Instructions for the task | Each line of the records must appear in your answer exactly, with no pictures.

Given records below:

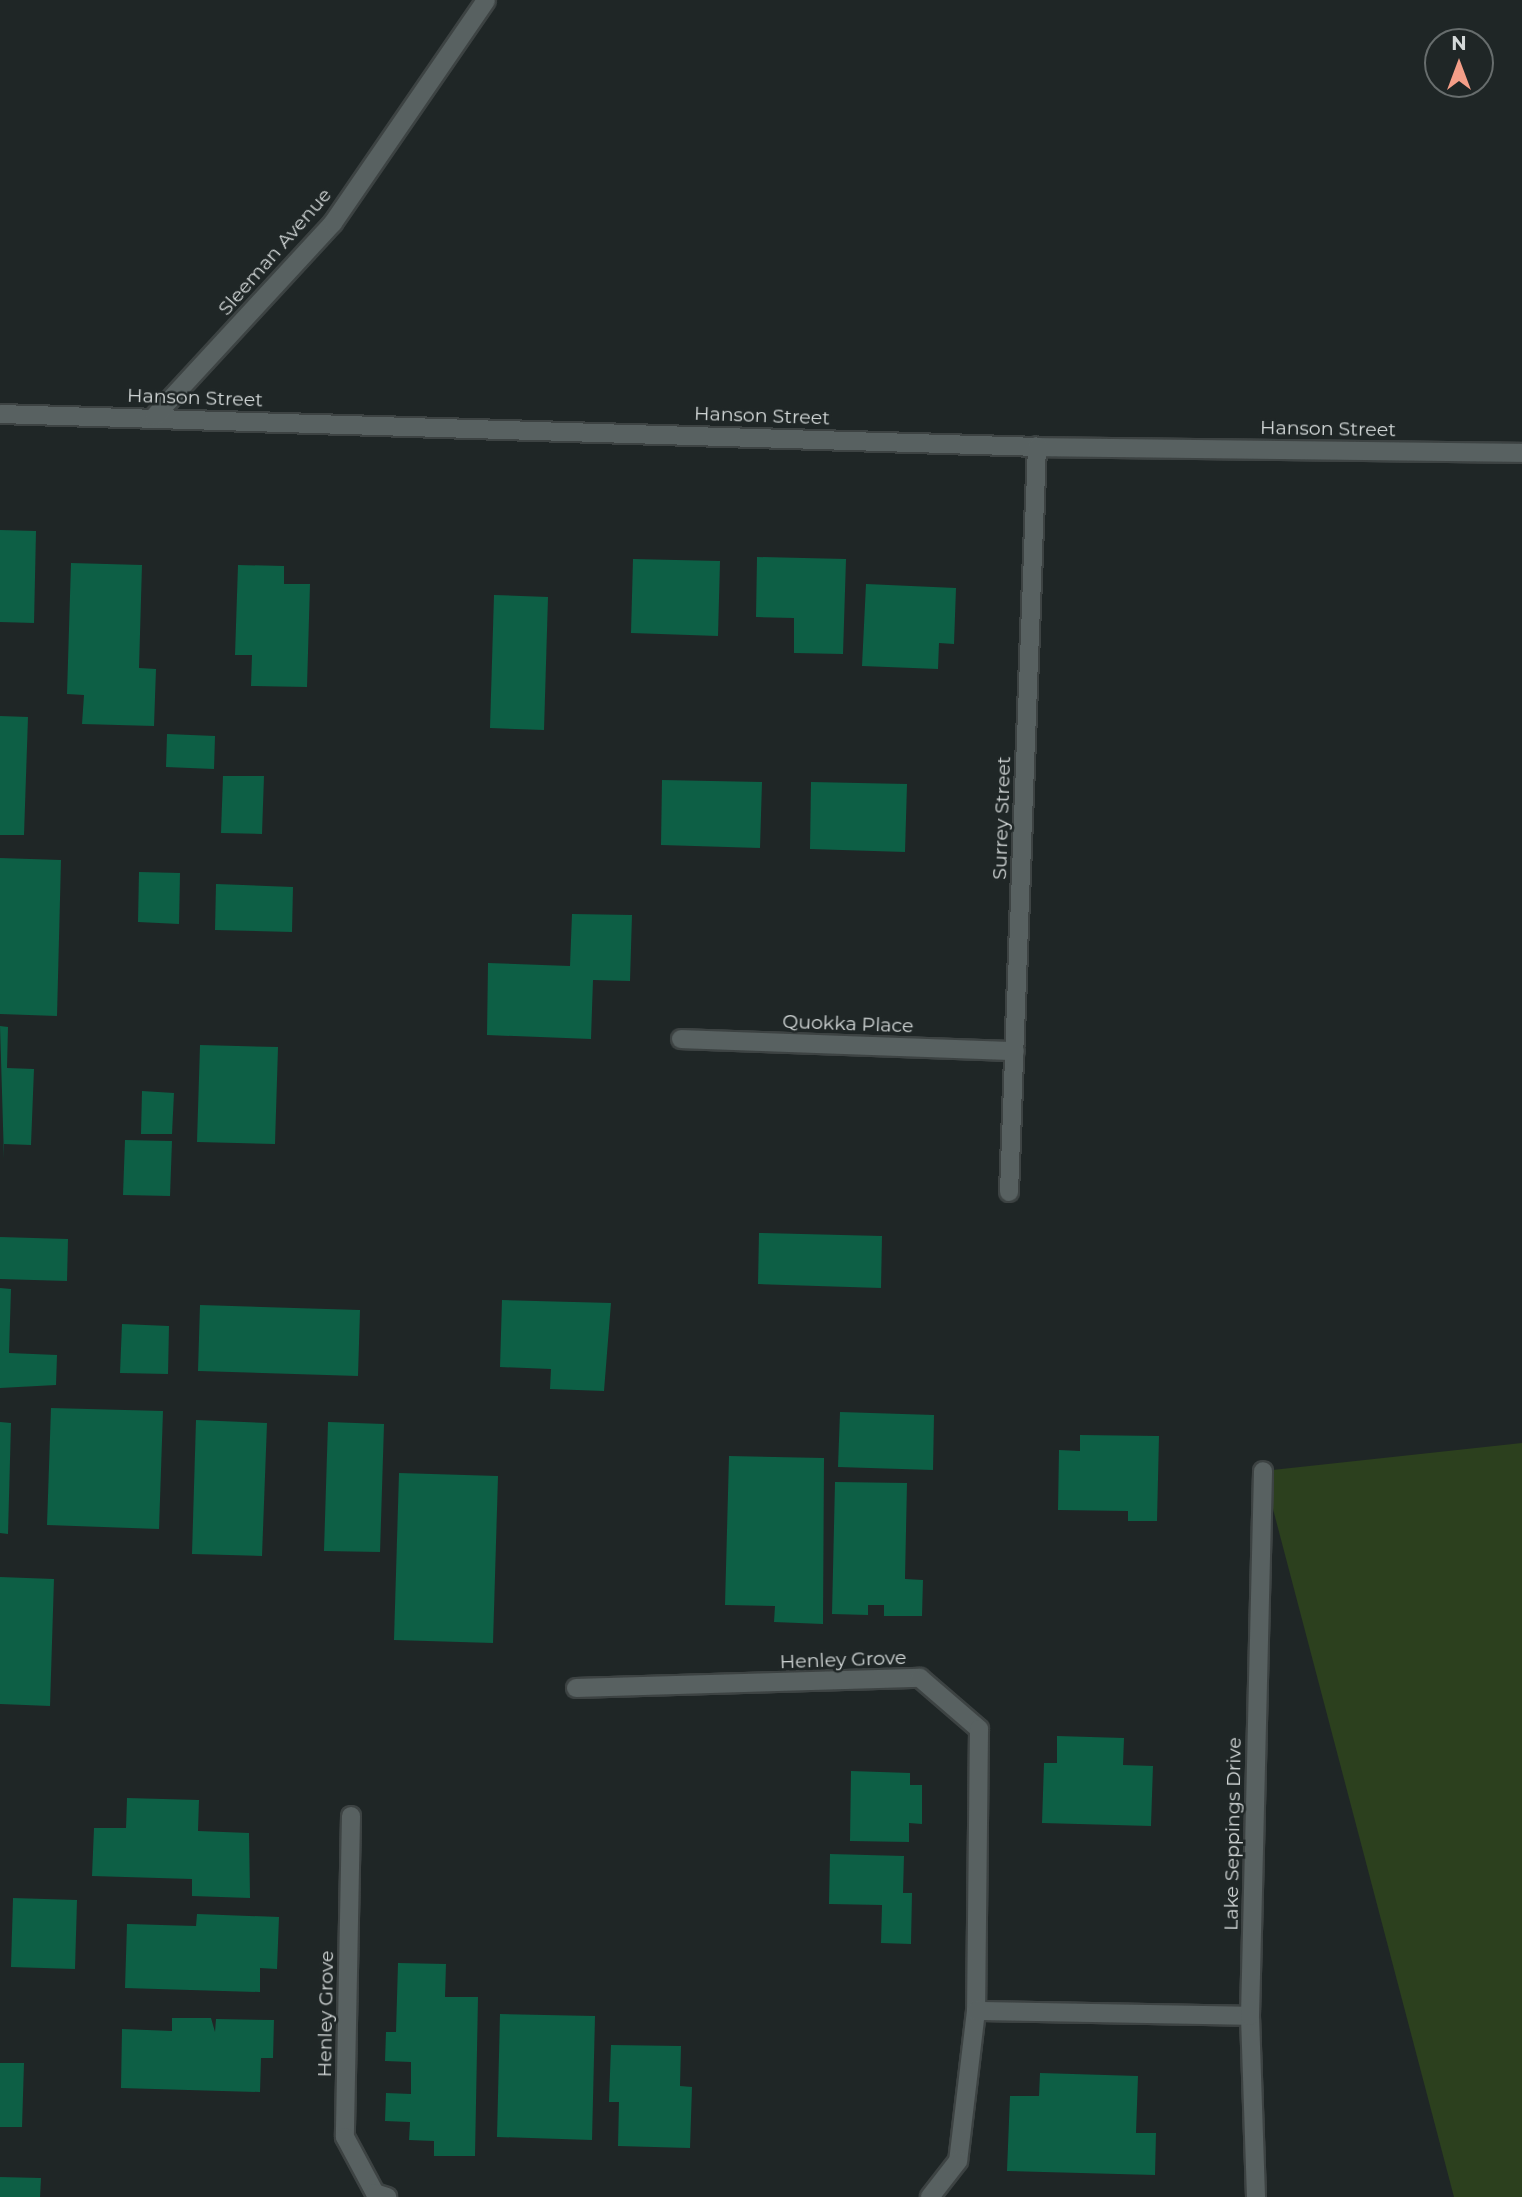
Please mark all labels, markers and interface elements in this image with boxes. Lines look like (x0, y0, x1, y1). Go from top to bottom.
north arrow (1424, 28, 1494, 98)
text: N (1451, 32, 1467, 55)
street label: Sleeman Avenue (214, 184, 336, 320)
street label: Hanson Street (127, 384, 263, 412)
street label: Hanson Street (694, 402, 830, 430)
street label: Hanson Street (1260, 416, 1396, 442)
street label: Surrey Street (988, 756, 1016, 880)
street label: Quokka Place (782, 1010, 914, 1038)
street label: Henley Grove (779, 1646, 907, 1674)
street label: Lake Seppings Drive (1220, 1737, 1246, 1931)
street label: Henley Grove (313, 1950, 339, 2078)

End of Given records.

Response |
Please mark all labels, markers and interface elements in this image with boxes. Lines look like (x0, y0, x1, y1). Go from top to bottom.
north arrow (1424, 28, 1494, 98)
text: N (1451, 32, 1467, 55)
street label: Sleeman Avenue (214, 184, 336, 320)
street label: Hanson Street (127, 384, 263, 412)
street label: Hanson Street (694, 402, 830, 430)
street label: Hanson Street (1260, 416, 1396, 442)
street label: Surrey Street (988, 756, 1016, 880)
street label: Quokka Place (782, 1010, 914, 1038)
street label: Henley Grove (779, 1646, 907, 1674)
street label: Lake Seppings Drive (1220, 1737, 1246, 1931)
street label: Henley Grove (313, 1950, 339, 2078)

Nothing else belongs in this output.